Proof, edit, revise…repeat.


This is my life; a constant fluctuation of hopes, dreams, and plans evolving and changing. Some major life circumstances have changed for me in the past couple of days forcing me to revise my plans for building the house I have been planning for the past 3 years. I have revised the floor plan for the house no less than 7 times since I sketched out the first idea 3 years ago when Andie and I bought the land. And now the entire plan will be edited and revised again.

I will most likely be selling the land and looking for a different location to build, though I have no idea when that might actually happen. A week ago, I thought I’d be starting to build the house by the end of the summer. Now it is all an unknown again.

I have the sense that things work out for reasons beyond our understanding most of the time, so while I am disappointed, I am not discouraged. Okay, well I’m a little discouraged, but I have faith that things will be okay. Because somehow they always are.

Life isn’t a rough draft that we get to do over for a final version, but rather it is a working document. We’re always being given new opportunities, new challenges, new information that changes the rest of the story.

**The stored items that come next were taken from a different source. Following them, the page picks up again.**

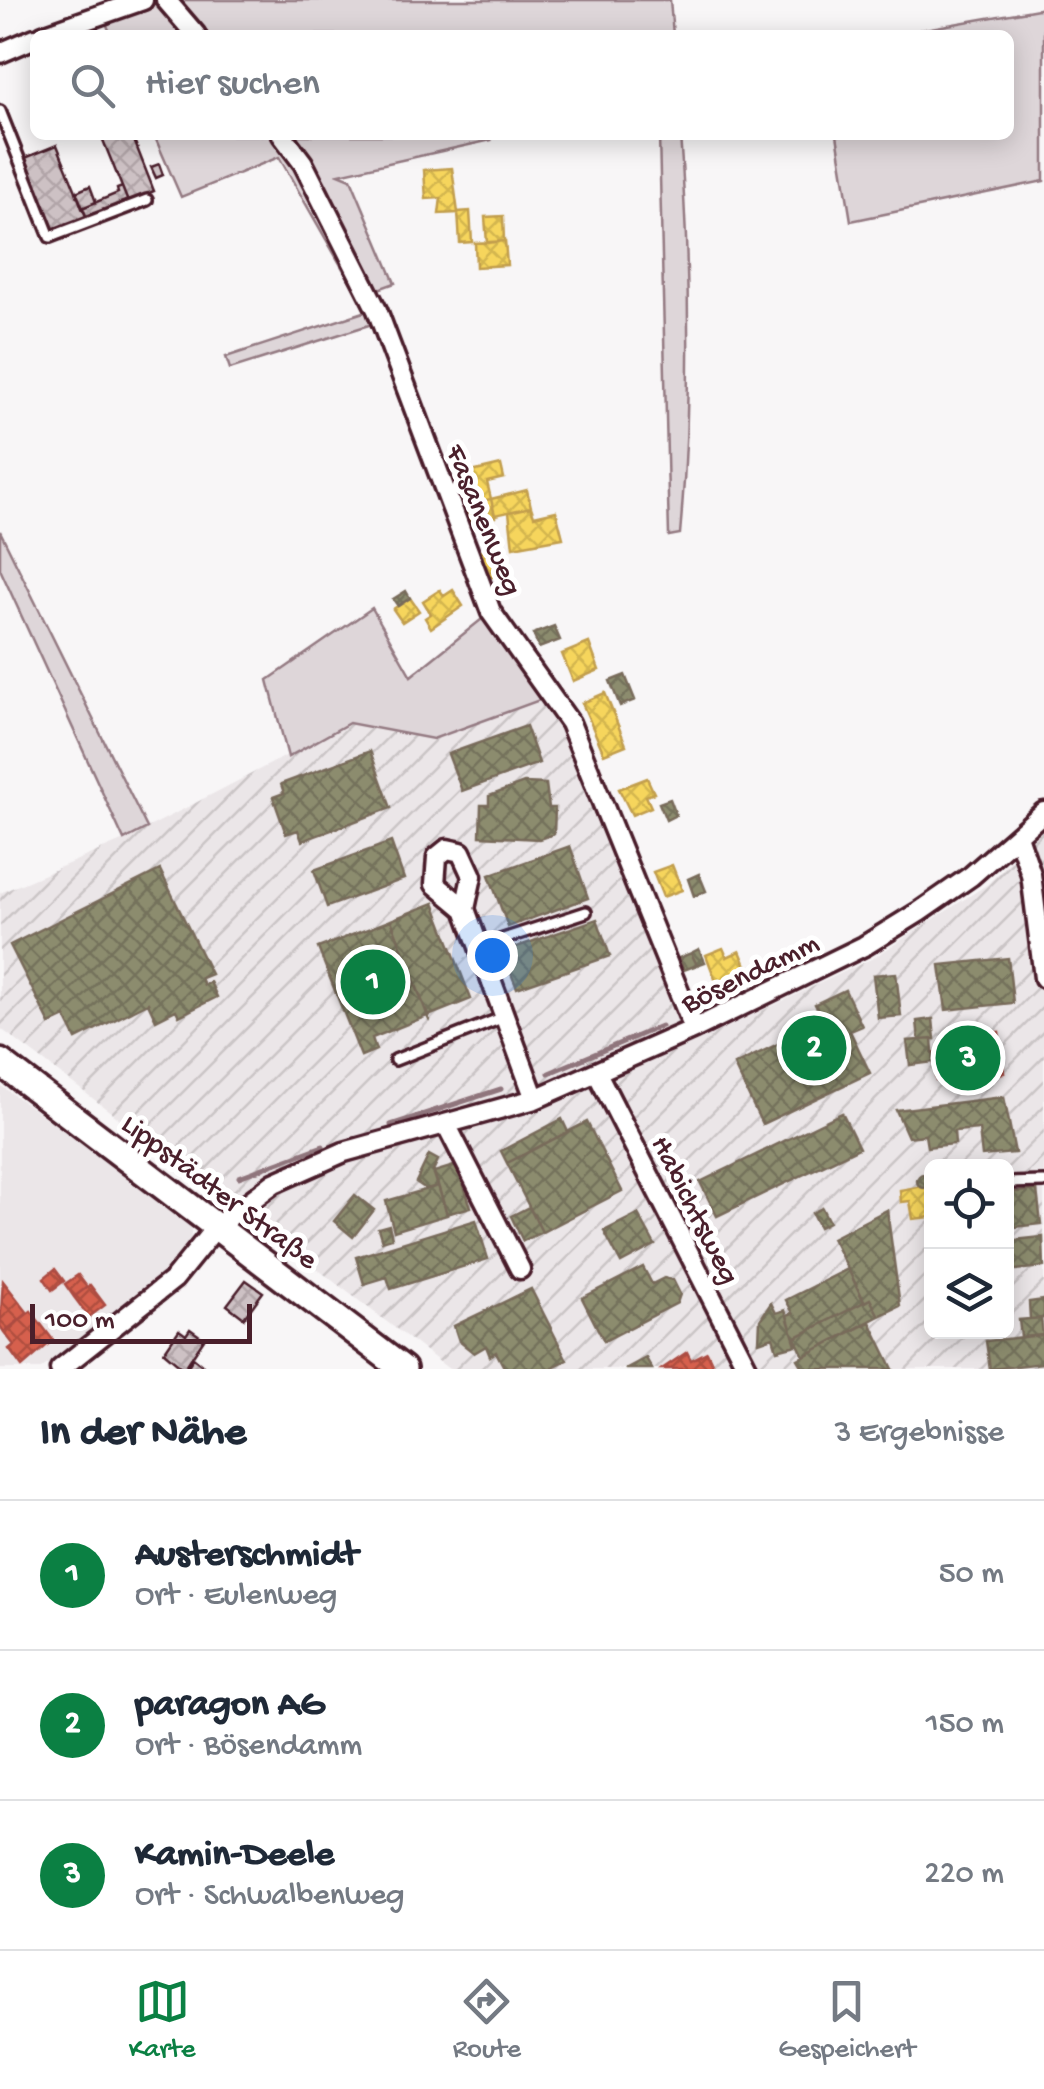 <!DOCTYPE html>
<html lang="de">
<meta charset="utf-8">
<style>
body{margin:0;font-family:"Gochi Hand",sans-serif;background:#f6f6f7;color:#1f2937}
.controls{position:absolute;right:30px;bottom:30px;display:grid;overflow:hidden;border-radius:15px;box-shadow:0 5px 25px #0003}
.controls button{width:90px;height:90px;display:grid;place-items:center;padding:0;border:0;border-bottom:2px solid #e0e1e3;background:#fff;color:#1f2937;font:50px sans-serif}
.scale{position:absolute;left:30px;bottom:25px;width:222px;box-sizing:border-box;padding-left:10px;border:5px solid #4a1f2b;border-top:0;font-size:28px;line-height:35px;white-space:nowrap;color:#4a1f2b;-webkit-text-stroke:8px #fff;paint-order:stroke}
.you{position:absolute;left:492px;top:955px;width:35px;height:35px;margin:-25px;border:8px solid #fff;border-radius:50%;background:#1a73e8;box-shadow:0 0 0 15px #1a73e833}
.badge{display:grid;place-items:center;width:65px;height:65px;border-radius:50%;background:#0b8043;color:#fff;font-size:32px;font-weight:700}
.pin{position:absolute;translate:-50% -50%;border:5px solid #fff;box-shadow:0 2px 10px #0006}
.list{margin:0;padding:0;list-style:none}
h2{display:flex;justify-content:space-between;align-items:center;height:130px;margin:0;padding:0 40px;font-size:42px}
h2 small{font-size:32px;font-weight:400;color:#747a83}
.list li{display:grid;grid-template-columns:65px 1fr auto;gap:30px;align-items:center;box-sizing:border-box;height:150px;padding:0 40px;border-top:2px solid #e0e1e3}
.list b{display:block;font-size:38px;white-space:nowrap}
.list p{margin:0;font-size:32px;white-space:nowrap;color:#747a83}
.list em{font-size:32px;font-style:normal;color:#747a83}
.icon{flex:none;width:55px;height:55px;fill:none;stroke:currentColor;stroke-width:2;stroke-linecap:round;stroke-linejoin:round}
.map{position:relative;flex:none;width:1044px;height:1369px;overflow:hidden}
.search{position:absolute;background:#fff;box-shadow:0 5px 25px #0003;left:30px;right:30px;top:30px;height:110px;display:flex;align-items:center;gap:25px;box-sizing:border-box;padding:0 35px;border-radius:15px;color:#747a83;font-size:38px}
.sheet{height:580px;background:#fff}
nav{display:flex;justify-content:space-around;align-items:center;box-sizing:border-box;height:140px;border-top:2px solid #e0e1e3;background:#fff;font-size:28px;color:#747a83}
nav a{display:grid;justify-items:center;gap:5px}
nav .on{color:#0b8043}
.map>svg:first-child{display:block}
.built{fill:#ebe6e8}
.industrial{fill:url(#industrial-furrows);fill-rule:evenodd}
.green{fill:#ded6d9;stroke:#947a82;stroke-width:2.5}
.homes{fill:url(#homes-cross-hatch);stroke:#c29e4d;stroke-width:2.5}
.shops{fill:url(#shops-cross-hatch);stroke:#ac4c43;stroke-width:2.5}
.industry{fill:url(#industry-cross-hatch);stroke:#786b5a;stroke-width:2.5}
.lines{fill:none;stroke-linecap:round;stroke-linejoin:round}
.stream{stroke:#8f747b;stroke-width:5}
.building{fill:url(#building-cross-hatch);stroke:#4a1f2b;stroke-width:2.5}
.service-casing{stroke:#4a1f2b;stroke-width:16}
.minor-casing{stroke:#4a1f2b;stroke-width:25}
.secondary-casing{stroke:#4a1f2b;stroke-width:32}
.service{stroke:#fff;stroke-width:9}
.minor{stroke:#fff;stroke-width:18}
.secondary{stroke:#fff;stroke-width:25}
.labels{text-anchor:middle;stroke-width:10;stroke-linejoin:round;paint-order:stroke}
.street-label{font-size:30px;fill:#4a1f2b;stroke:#fff}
</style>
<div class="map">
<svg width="1044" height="1369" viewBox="0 0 1044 1369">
<defs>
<pattern id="industrial-furrows" width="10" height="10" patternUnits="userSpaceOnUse" patternTransform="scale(2.5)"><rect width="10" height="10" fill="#ebe6e8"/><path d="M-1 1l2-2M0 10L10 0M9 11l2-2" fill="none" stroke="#cbc5c7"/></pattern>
<pattern id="homes-cross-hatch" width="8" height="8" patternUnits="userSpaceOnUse" patternTransform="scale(2.5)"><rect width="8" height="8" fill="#f6d55c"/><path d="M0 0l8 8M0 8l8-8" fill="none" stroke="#d4b650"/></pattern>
<pattern id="shops-cross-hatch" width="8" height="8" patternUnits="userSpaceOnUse" patternTransform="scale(2.5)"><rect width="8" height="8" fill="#d6604d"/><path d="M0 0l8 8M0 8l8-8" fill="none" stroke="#b04f40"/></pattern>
<pattern id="industry-cross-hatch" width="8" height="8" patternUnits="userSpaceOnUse" patternTransform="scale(2.5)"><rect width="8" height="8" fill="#8c8c6e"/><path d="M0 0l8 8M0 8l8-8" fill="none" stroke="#74725b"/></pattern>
<pattern id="building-cross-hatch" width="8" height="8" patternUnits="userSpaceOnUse" patternTransform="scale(2.5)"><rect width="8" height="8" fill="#cdc1c4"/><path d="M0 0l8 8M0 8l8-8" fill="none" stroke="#b2a5a9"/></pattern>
</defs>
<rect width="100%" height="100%" fill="#f8f6f7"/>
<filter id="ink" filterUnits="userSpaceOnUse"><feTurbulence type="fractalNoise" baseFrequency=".01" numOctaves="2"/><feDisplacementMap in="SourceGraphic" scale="20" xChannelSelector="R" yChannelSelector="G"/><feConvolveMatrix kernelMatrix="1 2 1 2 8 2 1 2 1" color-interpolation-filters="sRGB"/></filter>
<g filter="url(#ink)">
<path class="built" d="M0,1085L192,1223L190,1244L172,1270L41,1369H0Z"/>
<path class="industrial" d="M548,697L566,726L692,1044L873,958L988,884L1044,826V1369H449L0,1028V893L124,840L349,723L433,738ZM932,1166H1006V1332H932Z"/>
<path class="green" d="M159,0L189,35H111L104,18Z
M177,0H670L673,35H204Z
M1044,8V181L851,221L837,135H1009V35H891Z
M154,135H275L301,166L371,310L372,324L230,369L226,357L367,311L279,157L181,197Z
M288,135H489L491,140L339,174L351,179L395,283L373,291Z
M659,135H680C690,268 692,401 680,534L669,536Z
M0,531L147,828L124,840L0,569Z
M372,608L411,676L487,615L548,697L433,739L349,723L288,757L268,680Z"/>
<path class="homes" d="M452,168L458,213L439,214L441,198L426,199L424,170Z
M470,211L472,242L460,243L458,212Z
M503,216L504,241L487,243L485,217Z
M505,241L507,265L476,267L475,243Z
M501,465L504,478L487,482L491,499L466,504L459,475Z
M527,490L531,507L495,515L491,499Z
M491,499L495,517L471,523L466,504Z
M531,507L534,516L556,511L563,538L513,547L509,512Z
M493,547L503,573L489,578L487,573L499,569L491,548L480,552Z
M491,548L499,569L487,573L480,553Z
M440,590L444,596L453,590L463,606L431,628L425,618L431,614L423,601Z
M410,598L419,611L402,622L393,609Z
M589,643L599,670L573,681L562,654Z
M605,693L626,745L604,754L582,703Z
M647,778L654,793L646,796L651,807L632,815L619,789Z
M672,865L682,890L663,897L653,872Z
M723,948L727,957L740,951L748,970L717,984L706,955Z
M929,1185L932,1217L913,1219L910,1201L901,1202L900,1190Z"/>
<path class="shops" d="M999,1032L1004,1073L936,1080L933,1053L973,1048L972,1035Z
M55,1269L64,1281L52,1290L44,1278Z
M78,1275L87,1287L74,1297L65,1284Z
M3,1281L28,1313L4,1332L0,1326Z
M90,1285L105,1305L89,1317L74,1297Z
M31,1311L53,1340L22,1367L9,1349L14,1345L4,1332Z
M687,1352L691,1360L707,1352L715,1369H662Z"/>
<path class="industry" d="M406,591L410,598L398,606L393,599Z
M554,626L560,640L539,648L533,634Z
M625,675L635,700L620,706L610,681Z
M526,726L539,763L462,791L448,754Z
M370,751L391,808L302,841L298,830L286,834L273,797L284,793L281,784Z
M524,783L546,784L549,808H555L554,834L539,839L480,836L481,805H489V796Z
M670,799L676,815L666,820L659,803Z
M391,842L404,879L327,907L314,870Z
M570,846L588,898L508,927L489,875Z
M160,870L211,974L201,978L204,985L210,982L217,997L179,1016L176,1010L156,1020L148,1003L76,1039L65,1017L50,1024L10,945Z
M699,874L706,891L694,896L688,879Z
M434,903L471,999L428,1016L391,920Z
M597,919L610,956L517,988L502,952Z
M391,920L430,1022L427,1016L372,1038L376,1050L361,1056L318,948Z
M699,949L705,962L697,965L691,953Z
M691,953L697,965L684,970L679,958Z
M1008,958L1013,1003L946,1010L940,965Z
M896,973L901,1016L878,1018L873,975Z
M845,990L862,1026L850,1031L870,1073L762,1124L734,1065L824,1022L815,1004Z
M933,1019L935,1039L919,1040L917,1021Z
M932,1039L934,1062L910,1065L907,1041Z
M1004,1097L1015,1153L982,1156L979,1129L954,1131L955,1144L927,1147L925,1135L908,1137L896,1110Z
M842,1113L859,1148L717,1216L700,1182Z
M562,1119L568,1132L507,1163L501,1151Z
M587,1122L622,1191L542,1232L507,1163Z
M429,1155L438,1160L433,1171L438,1186L426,1189L416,1182Z
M457,1165L471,1207L447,1214L434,1172Z
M917 1181a7 7 0 1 1 14 0a7 7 0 1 1-14 0Z
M438,1186L447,1215L394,1231L386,1201Z
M1037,1190L1041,1224L1006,1228V1193Z
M355,1195L374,1210L353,1237L334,1221Z
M529,1207L542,1232L523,1241L511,1216Z
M822,1208L829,1222L819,1227L812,1213Z
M887,1210L900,1306L879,1316L870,1299L865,1302L832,1238Z
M638,1214L655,1245L621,1263L604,1231Z
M476,1220L488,1259L391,1289L387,1277L364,1284L356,1257Z
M389,1225L392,1238L382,1241L378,1228Z
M1043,1237L1044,1267L1006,1271V1241Z
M643,1267L652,1284L664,1278L673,1280L680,1294L677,1303L604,1341L582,1298Z
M848,1269L864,1302L794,1338L787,1315L793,1313L786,1300Z
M531,1289L567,1360L549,1369H505L496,1352L490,1356L486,1346L474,1353L459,1341L454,1326Z
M870,1299L879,1316L804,1356L795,1338Z
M1044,1300V1318L1030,1319L1029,1302Z
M771,1303L776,1313L785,1310L796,1345L777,1350L773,1337L759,1342L760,1320Z
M1041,1318L1043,1335L1021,1337L1019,1320Z
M870,1322L893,1369H804L798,1359Z
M1043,1335L1044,1363L990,1369L986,1341Z
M646,1358L652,1369H625Z"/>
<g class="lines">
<path class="stream" d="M549,1073L661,1026
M391,1125L501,1089
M239,1177L323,1146"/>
</g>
<path class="building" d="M101,135H132L154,191L128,202Z
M57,145L87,218L54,231L25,158Z
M159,164L163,175L156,178L151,167Z
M90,186L96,202L82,208L76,192Z
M122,187L128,202L87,218L82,208L118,193L117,189Z
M246,1280L263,1292L244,1318L227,1305Z
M190,1329L204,1339L184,1369L164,1352L179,1330L186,1335Z
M193,1358L207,1369H186Z"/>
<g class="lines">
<defs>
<path id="service" d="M0,111L50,237L147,200
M482,946L586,912
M395,1060L504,1017
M1006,1183L1044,1182"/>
<path id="minor" d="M166,0L196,35
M43,35L143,0
M0,53L35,38
M282,135L303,163L377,310L491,612L570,723L694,1029
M1018,836L1031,874L1044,978
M465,909L435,884L437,857L447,849L461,852L472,876L465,909L535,1099
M597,1073L748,1369
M447,1126L520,1269
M60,1369L174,1279L216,1227L274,1183L344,1152L535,1099L694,1029L864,946L919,912L971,876L1044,812"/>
<path id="secondary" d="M0,1062L403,1369"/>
</defs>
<use href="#service" class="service-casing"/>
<use href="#minor" class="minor-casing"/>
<use href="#secondary" class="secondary-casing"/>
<use href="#service" class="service"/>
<use href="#minor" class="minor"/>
<use href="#secondary" class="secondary"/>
</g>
</g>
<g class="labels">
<g class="street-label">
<text transform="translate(486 519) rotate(68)" y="10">Fasanenweg</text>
<text transform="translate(749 971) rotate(-26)" y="10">Bösendamm</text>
<text transform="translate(221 1190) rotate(37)" y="10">Lippstädter Straße</text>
<text transform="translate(697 1209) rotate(63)" y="10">Habichtsweg</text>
</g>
</g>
</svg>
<div class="controls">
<button><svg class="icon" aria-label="locate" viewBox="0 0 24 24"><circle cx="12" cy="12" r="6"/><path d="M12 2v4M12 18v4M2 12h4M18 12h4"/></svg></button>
<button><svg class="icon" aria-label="layers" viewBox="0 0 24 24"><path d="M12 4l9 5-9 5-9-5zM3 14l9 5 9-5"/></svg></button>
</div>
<div class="scale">100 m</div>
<div class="you"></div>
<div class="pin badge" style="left:373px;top:982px">1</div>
<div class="pin badge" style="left:814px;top:1048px">2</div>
<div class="pin badge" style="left:968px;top:1058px">3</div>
<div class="search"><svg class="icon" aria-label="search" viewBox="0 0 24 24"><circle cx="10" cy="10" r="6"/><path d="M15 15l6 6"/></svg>Hier suchen</div>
</div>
<section class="sheet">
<h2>In der Nähe<small>3 Ergebnisse</small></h2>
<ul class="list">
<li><span class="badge">1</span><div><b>Austerschmidt</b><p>Ort · Eulenweg</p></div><em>50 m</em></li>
<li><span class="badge">2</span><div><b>paragon AG</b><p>Ort · Bösendamm</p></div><em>150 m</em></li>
<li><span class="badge">3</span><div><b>Kamin-Deele</b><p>Ort · Schwalbenweg</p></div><em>220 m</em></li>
</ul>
</section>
<nav>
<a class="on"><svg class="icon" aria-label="map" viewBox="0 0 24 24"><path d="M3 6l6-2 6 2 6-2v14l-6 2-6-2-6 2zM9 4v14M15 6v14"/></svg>Karte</a>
<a><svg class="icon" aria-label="directions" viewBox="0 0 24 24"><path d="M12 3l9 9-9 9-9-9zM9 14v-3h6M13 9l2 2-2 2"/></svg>Route</a>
<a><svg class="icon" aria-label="saved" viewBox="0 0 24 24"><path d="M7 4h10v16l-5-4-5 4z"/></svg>Gespeichert</a>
</nav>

My life is a constant cycle of proof, edit, revise, and repeat…the glory being in that the edited and revised version is almost always much better than the original rough draft.

Saturday, April 21, 2012

Second best

They sit in the chair next to the table with his picture. Addie picks up the picture and the following conversation ensues:
Addie: "Allie, give him kiss."
Allie kisses the picture
Addie: "Now hug"
Allie leans into the picture as if to hug him
Addie: "Oh, so sweet to daddy!"

The only thing I want to give them in this world is the unconditional love they deserve from the man who matters the most. Their father.  And I can't, and no substitute will ever be good enough in my eyes.  Granted, anyone who becomes a part of this family will be the only father they will ever know and remember in that role. And for that reason, I understand that they won't know the true difference.  But I do.  And it breaks my heart. It kills me that they will come to know and love someone as their father, but to that person they will always be his step-children.  It feels lopsided and unfair for them as they will have unconditional love and adoration for the only "father" they've ever known because they don't have a comparison, but that person I fear can't ever have the same unconditional love and adoration because they are not his. 

I've said it before and I'll say it again....how do you ever come to accept second best for your children?